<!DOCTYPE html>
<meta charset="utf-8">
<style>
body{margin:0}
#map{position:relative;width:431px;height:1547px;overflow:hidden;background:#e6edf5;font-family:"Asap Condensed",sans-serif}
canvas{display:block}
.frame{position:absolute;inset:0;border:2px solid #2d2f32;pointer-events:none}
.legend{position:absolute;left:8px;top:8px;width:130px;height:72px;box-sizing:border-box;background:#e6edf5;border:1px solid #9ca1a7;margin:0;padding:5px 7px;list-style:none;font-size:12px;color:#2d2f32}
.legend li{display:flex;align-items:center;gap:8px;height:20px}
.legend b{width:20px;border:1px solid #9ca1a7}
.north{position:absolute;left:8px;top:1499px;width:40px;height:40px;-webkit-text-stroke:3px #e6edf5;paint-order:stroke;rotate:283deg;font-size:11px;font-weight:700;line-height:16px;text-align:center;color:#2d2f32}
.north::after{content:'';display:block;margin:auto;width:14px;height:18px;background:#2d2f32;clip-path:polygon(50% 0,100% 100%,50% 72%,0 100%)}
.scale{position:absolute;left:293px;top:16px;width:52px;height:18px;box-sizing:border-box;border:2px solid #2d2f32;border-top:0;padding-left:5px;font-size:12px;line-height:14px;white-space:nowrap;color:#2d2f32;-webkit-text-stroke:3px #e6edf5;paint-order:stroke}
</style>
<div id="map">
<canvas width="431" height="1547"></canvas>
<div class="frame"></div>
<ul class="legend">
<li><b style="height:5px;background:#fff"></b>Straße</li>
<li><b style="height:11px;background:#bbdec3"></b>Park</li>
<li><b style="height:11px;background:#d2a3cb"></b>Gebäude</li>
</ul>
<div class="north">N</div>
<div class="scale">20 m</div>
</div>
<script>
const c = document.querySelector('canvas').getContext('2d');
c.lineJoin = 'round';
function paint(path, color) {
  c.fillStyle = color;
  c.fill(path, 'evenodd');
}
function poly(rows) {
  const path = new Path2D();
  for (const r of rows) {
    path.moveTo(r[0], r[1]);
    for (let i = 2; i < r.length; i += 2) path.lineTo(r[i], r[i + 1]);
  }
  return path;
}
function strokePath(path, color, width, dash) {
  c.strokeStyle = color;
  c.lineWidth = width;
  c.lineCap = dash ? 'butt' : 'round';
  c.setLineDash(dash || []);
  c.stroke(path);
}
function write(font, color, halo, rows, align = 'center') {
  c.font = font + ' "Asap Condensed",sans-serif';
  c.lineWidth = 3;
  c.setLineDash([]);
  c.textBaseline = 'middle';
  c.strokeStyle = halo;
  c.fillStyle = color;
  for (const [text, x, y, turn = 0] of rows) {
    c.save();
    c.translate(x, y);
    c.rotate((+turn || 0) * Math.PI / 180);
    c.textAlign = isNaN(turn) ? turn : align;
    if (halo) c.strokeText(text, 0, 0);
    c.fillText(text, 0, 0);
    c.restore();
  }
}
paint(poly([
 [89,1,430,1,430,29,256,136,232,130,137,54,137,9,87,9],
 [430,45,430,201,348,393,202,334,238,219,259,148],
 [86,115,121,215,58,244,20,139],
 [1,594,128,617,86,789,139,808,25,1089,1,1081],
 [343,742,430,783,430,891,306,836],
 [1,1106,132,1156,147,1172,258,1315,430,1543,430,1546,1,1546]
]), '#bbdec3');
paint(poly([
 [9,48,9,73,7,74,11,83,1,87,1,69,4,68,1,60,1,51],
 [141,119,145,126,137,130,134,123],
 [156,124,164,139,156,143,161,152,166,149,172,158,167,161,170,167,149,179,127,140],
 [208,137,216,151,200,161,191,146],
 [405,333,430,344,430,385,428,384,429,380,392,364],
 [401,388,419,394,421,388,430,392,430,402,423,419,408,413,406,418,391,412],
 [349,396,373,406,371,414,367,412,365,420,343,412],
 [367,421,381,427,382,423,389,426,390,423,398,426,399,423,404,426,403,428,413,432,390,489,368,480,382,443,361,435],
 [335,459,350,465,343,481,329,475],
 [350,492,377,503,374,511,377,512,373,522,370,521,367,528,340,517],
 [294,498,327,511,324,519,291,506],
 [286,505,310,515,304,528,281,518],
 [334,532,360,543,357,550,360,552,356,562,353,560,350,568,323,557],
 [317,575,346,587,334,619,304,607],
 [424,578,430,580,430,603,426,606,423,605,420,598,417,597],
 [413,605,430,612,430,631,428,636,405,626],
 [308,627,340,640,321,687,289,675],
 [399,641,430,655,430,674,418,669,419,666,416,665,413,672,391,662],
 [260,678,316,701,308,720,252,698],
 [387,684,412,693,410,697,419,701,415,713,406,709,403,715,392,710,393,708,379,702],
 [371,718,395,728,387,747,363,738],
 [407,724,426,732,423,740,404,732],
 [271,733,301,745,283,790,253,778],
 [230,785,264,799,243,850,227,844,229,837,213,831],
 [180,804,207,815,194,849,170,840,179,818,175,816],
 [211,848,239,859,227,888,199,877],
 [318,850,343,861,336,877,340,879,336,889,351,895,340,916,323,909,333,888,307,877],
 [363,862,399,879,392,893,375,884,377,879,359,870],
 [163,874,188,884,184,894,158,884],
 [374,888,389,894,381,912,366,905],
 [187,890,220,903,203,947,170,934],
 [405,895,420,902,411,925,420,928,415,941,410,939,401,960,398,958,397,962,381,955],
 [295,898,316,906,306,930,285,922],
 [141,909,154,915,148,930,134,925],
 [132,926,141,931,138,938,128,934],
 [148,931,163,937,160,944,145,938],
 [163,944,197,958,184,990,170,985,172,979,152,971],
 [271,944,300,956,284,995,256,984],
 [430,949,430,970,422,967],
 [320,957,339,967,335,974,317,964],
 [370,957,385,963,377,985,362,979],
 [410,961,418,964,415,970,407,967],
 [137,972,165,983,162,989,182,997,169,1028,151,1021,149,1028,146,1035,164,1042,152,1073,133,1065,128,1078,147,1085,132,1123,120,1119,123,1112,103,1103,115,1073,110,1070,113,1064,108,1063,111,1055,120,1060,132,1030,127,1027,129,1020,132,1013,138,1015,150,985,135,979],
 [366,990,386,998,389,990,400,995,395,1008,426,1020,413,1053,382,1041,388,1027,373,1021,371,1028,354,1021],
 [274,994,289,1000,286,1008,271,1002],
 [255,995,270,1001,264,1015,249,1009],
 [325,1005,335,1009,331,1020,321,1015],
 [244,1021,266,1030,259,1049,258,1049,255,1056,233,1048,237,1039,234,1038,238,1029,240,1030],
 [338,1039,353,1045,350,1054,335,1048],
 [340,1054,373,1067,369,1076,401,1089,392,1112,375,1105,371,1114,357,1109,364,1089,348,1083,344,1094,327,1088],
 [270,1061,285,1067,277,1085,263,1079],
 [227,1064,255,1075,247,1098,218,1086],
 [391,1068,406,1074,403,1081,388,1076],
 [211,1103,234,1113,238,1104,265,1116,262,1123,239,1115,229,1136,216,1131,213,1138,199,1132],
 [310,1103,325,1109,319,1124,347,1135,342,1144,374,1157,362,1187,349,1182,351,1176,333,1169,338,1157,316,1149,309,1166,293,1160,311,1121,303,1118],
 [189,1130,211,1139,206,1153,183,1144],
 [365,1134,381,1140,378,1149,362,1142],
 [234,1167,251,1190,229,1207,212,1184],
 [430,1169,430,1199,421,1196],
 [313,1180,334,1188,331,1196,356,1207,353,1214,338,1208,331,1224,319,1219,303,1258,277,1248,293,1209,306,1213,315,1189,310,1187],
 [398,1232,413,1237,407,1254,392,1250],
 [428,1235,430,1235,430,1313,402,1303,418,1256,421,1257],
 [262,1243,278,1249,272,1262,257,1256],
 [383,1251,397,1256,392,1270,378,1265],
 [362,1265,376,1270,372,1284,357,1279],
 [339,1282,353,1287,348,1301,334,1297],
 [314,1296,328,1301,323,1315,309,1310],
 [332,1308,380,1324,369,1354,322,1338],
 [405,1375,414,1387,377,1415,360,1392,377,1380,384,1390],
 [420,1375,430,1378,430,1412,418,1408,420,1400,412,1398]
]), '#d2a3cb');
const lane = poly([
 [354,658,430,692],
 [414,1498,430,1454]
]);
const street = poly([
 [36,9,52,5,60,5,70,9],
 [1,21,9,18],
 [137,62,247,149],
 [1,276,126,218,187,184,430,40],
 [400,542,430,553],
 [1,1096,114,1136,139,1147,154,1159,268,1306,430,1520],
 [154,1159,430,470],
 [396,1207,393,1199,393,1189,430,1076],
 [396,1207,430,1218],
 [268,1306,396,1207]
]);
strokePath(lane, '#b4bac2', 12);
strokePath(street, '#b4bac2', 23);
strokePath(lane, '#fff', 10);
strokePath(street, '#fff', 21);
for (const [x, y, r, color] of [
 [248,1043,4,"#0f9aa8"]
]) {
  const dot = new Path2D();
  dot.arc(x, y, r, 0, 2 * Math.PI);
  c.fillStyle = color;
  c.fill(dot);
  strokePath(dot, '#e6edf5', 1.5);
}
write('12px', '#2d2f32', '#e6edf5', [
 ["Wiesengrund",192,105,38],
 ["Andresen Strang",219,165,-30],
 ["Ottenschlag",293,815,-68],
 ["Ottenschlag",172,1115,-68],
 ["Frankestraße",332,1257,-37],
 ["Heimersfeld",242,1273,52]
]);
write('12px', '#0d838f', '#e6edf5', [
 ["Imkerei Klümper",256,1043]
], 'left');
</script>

**TRY IT**
Only lines that include "halo" belong in the answer; return them from the entries above.

**RESPONSE AREA**
function write(font, color, halo, rows, align = 'center') {
  c.strokeStyle = halo;
    if (halo) c.strokeText(text, 0, 0);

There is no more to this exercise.